ASSIGNMENT - Copy all lines below that use the word "body".

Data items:

┄┄┄┄┄┄┄┄┄┄

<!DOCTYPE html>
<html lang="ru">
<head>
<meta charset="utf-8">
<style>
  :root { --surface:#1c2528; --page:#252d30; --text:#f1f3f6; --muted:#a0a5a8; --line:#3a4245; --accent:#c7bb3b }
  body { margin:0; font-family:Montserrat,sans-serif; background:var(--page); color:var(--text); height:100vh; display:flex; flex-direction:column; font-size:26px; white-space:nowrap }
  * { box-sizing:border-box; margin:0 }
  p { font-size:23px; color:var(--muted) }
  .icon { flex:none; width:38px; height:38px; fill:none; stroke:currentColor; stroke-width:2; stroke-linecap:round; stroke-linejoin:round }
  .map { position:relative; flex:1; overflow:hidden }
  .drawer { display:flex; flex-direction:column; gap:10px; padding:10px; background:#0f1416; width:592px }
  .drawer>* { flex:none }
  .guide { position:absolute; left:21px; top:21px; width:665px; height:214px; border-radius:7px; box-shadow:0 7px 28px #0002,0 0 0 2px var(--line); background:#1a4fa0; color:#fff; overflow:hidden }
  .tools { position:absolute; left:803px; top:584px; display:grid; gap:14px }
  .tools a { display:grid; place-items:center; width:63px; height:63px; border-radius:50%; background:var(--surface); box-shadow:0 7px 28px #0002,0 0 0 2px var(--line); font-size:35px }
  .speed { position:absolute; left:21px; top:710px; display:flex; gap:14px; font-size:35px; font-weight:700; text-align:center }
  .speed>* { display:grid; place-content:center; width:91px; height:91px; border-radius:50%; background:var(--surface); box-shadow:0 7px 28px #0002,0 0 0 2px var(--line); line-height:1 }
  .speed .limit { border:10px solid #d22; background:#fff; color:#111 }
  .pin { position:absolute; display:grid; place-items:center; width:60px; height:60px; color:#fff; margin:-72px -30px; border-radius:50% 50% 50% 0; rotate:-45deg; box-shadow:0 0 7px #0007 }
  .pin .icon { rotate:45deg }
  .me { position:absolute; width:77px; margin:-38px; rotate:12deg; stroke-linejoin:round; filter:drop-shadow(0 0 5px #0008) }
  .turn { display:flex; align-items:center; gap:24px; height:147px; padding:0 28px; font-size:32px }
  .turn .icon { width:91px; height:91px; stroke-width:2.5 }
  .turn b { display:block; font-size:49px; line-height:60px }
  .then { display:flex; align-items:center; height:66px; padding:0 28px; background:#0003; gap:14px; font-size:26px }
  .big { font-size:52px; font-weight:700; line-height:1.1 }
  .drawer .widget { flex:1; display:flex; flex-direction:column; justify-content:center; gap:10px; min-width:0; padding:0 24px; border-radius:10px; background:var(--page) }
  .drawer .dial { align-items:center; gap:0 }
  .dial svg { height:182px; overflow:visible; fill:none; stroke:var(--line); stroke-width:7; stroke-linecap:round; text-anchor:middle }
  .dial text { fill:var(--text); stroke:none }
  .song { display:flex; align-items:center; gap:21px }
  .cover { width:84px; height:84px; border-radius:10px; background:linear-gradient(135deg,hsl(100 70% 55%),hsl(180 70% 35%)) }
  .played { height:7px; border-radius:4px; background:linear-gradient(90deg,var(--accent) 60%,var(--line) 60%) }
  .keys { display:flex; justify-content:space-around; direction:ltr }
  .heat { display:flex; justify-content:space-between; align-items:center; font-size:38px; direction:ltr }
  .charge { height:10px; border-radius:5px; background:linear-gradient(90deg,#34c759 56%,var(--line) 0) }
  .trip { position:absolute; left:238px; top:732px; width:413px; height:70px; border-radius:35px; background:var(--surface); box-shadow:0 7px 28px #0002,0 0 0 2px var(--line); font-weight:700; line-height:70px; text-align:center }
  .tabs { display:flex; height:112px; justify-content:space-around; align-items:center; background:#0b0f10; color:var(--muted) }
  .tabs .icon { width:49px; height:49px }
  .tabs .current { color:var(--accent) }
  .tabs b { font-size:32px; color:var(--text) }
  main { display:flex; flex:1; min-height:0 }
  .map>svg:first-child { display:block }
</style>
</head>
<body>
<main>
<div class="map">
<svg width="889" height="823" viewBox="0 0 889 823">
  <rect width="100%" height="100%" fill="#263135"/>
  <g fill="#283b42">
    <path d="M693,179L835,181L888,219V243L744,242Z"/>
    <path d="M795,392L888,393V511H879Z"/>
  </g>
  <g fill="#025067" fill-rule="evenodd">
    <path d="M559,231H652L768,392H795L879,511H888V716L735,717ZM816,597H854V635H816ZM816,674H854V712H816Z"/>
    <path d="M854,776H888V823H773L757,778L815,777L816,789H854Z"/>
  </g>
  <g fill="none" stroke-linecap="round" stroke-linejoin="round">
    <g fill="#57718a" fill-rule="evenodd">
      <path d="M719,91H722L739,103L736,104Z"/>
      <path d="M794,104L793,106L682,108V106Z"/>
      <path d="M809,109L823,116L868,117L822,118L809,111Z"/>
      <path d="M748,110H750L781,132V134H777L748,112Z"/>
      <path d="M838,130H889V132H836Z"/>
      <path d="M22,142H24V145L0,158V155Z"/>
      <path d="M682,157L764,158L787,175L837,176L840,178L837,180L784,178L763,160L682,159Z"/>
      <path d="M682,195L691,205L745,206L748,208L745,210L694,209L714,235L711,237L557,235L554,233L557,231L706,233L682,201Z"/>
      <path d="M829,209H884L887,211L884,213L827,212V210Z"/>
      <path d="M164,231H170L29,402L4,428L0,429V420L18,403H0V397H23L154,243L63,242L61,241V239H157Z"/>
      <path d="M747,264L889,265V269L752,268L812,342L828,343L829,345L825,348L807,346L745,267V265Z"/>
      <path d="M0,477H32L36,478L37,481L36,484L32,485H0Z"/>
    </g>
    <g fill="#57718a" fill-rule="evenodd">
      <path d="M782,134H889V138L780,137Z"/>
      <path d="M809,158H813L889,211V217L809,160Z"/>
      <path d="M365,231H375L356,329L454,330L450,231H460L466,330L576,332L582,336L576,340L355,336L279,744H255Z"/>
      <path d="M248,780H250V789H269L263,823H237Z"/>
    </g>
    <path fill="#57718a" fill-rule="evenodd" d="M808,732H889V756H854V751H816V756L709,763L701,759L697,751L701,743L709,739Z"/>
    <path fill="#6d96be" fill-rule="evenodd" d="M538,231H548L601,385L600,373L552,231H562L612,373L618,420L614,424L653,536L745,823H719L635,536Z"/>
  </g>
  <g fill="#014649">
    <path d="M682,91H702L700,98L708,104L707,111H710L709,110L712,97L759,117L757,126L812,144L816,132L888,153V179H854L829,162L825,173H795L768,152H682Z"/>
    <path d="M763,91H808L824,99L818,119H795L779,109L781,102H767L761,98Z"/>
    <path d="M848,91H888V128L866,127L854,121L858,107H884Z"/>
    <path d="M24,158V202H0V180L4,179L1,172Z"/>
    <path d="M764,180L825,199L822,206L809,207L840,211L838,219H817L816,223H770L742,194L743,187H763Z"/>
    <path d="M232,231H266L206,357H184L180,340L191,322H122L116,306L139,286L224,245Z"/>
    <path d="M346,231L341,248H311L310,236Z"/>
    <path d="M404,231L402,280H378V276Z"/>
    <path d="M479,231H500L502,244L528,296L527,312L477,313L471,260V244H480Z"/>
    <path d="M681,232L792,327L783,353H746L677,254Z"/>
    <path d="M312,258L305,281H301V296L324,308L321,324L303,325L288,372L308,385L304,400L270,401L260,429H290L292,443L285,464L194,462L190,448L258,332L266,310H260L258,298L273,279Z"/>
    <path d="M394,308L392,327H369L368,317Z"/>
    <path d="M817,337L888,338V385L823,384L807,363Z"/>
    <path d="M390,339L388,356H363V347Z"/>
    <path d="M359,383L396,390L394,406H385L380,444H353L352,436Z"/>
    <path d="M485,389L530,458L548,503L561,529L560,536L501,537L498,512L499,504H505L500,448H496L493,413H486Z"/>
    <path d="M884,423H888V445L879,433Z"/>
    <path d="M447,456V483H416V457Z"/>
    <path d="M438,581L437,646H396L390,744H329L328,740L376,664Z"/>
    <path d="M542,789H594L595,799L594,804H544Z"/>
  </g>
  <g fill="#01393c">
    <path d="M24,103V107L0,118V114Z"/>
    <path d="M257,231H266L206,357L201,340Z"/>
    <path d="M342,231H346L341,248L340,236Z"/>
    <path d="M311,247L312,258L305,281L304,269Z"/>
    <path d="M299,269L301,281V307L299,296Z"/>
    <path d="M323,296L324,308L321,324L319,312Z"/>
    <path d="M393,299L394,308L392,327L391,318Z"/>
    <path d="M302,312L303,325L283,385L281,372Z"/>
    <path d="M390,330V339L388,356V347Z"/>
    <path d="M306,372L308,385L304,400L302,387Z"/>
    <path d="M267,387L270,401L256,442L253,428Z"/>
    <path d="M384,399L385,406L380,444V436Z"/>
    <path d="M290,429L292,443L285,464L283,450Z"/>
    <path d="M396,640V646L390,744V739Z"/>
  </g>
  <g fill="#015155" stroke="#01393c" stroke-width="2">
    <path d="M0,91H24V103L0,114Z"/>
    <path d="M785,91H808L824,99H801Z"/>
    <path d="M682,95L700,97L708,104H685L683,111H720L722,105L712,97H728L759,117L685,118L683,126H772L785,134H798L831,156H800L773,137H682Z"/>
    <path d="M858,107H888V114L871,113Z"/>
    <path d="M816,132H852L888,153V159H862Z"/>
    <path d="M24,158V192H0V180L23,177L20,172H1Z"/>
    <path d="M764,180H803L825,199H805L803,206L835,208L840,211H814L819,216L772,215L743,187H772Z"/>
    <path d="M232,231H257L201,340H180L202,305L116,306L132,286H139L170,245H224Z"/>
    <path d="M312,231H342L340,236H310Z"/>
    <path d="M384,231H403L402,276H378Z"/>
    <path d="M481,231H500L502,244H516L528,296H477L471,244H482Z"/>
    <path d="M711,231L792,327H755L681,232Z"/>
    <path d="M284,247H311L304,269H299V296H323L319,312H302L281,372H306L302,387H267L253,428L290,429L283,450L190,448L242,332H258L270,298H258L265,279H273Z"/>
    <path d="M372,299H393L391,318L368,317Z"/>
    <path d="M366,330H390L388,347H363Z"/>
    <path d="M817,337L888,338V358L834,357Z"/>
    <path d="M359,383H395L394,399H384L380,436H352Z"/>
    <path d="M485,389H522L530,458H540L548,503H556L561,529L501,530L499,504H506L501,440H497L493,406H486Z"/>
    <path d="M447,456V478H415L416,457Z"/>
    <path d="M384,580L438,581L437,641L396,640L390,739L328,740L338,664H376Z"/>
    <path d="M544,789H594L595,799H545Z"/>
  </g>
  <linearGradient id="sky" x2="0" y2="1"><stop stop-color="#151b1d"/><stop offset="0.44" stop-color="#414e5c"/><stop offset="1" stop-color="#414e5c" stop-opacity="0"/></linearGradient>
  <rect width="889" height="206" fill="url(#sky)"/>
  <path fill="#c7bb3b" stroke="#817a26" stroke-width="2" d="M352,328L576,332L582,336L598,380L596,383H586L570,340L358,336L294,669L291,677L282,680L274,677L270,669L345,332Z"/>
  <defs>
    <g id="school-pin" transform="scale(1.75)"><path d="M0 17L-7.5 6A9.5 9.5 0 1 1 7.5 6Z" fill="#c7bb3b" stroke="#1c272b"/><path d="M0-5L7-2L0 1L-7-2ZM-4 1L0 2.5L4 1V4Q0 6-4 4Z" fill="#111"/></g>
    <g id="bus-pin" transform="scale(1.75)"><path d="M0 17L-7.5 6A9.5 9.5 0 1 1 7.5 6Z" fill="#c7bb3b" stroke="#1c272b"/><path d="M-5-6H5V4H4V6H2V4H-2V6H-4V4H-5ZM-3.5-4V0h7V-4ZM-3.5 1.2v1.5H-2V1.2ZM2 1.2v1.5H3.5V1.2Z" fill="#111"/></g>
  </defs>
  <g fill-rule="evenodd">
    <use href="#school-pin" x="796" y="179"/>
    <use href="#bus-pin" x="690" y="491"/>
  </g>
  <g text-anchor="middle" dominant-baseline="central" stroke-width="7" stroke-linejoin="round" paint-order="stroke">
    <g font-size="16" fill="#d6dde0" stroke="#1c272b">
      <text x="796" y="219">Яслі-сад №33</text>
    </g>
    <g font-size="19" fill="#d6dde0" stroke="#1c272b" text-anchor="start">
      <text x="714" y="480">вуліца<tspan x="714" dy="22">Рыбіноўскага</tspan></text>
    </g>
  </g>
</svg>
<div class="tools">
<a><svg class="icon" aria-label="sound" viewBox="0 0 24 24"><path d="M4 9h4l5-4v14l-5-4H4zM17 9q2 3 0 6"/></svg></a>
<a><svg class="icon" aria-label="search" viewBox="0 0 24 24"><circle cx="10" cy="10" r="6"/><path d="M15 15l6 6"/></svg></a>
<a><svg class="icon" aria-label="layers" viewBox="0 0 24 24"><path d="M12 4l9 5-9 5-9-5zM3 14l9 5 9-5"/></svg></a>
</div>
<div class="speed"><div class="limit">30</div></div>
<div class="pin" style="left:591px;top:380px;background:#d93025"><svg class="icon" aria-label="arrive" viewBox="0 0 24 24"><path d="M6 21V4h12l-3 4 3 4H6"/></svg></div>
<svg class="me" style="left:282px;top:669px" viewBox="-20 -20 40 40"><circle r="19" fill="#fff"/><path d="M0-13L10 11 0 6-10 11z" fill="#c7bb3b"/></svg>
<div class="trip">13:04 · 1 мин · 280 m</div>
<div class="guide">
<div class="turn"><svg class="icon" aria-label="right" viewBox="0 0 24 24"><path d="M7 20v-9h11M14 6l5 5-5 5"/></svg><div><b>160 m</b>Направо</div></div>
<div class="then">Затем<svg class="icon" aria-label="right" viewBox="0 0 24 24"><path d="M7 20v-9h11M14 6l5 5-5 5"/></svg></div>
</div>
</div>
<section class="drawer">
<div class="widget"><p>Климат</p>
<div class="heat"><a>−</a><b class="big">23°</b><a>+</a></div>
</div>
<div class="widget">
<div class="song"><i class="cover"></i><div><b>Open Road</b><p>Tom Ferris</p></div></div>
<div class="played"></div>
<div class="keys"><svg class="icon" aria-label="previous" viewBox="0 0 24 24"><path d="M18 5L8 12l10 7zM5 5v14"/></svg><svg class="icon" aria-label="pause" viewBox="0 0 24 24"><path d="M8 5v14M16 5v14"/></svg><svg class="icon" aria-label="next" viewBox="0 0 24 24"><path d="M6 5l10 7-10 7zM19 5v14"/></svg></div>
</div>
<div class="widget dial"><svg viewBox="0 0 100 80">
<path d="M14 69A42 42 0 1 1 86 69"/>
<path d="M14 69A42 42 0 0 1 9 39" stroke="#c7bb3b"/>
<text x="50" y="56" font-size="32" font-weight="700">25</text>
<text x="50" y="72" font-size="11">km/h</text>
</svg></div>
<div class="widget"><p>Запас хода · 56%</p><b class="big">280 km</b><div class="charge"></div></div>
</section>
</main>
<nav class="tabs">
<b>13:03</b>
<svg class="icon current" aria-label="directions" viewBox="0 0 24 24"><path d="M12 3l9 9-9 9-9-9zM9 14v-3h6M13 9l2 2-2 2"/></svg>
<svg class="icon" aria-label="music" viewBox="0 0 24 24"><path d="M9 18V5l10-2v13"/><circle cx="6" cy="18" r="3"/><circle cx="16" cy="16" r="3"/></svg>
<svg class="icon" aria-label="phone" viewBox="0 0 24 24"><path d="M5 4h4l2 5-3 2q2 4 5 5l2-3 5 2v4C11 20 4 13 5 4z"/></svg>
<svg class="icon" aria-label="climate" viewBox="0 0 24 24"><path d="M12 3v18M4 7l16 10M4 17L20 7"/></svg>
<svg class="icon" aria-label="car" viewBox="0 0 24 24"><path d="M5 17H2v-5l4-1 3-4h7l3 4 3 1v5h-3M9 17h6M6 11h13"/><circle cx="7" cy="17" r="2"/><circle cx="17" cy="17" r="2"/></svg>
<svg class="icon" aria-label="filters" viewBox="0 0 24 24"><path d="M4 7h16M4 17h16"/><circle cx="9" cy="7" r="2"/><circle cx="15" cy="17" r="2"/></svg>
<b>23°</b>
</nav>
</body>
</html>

┄┄┄┄┄┄┄┄┄┄

TASK OUTPUT -
  body { margin:0; font-family:Montserrat,sans-serif; background:var(--page); color:var(--text); height:100vh; display:flex; flex-direction:column; font-size:26px; white-space:nowrap }
<body>
</body>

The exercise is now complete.